It follows from all this that the first characteristic of a
Quaker Universalist spirituality will be an enthusiastic and positive
affirmation of the significant role of religious traditions in defining the
meaning of human existence and in giving significant formation to individual
human life and to the social order. Moreover, we must see that now that we live
in a single interconnected and interdependent world, it is humankind’s
religious traditions which offer us the best hope for shaping a viable future.

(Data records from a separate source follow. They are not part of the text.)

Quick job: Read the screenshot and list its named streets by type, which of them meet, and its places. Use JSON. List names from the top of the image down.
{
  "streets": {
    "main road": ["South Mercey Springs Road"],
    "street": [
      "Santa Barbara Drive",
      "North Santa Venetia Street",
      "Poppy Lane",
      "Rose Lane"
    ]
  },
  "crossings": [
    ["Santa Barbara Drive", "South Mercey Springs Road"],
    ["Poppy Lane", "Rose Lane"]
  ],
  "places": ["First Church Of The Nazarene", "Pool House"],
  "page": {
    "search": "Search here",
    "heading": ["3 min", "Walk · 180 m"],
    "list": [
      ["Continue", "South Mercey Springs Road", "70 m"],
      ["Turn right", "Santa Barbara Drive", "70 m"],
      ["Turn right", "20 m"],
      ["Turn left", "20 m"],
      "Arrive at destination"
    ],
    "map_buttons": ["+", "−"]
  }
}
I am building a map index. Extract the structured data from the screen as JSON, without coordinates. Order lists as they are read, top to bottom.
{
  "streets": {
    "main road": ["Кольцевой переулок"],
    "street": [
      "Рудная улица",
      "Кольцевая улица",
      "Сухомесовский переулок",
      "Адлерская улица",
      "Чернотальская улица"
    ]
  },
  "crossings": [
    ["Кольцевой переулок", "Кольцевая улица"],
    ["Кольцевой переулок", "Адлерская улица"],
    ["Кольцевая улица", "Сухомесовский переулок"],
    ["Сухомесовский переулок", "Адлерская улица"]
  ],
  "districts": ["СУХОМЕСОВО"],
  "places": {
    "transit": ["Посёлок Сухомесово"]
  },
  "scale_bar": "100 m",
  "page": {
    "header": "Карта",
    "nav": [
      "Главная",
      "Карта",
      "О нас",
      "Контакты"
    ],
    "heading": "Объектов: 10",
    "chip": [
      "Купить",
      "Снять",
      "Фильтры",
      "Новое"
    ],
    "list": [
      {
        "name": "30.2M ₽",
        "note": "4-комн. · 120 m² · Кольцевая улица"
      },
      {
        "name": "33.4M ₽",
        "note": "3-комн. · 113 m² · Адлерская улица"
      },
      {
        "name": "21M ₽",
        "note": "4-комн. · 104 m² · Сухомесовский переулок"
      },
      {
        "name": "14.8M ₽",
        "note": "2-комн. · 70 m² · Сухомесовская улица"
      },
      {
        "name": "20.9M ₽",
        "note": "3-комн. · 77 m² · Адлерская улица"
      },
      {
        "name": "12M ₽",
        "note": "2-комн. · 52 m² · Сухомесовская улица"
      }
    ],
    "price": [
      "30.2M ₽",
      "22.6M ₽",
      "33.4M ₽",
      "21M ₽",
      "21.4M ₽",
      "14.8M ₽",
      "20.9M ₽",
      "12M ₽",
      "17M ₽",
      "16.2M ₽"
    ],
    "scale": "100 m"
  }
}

There are themes common to many of the world’s major
religious faiths:
- the idea that a human being is placed on this earth by
a power greater than him/herself and for purposes not strictly one’s own;
- the idea’ that this larger creative principle is at
once mysterious and yet also intimately knowable, that it resides somehow in
all people;
- the idea that right living involves an abandonment of
egotistical willfulness and an obedience to larger purposes;
- the idea that to do this brings great joy, in spite of
all expectations to the contrary;
- the practices of love, faith, and hope;
- nonviolence:
- the practice of inner silence, of chanting, and of other devotional exercises to still the
self-willed impulses of the mind and heart so that Truth can be heard.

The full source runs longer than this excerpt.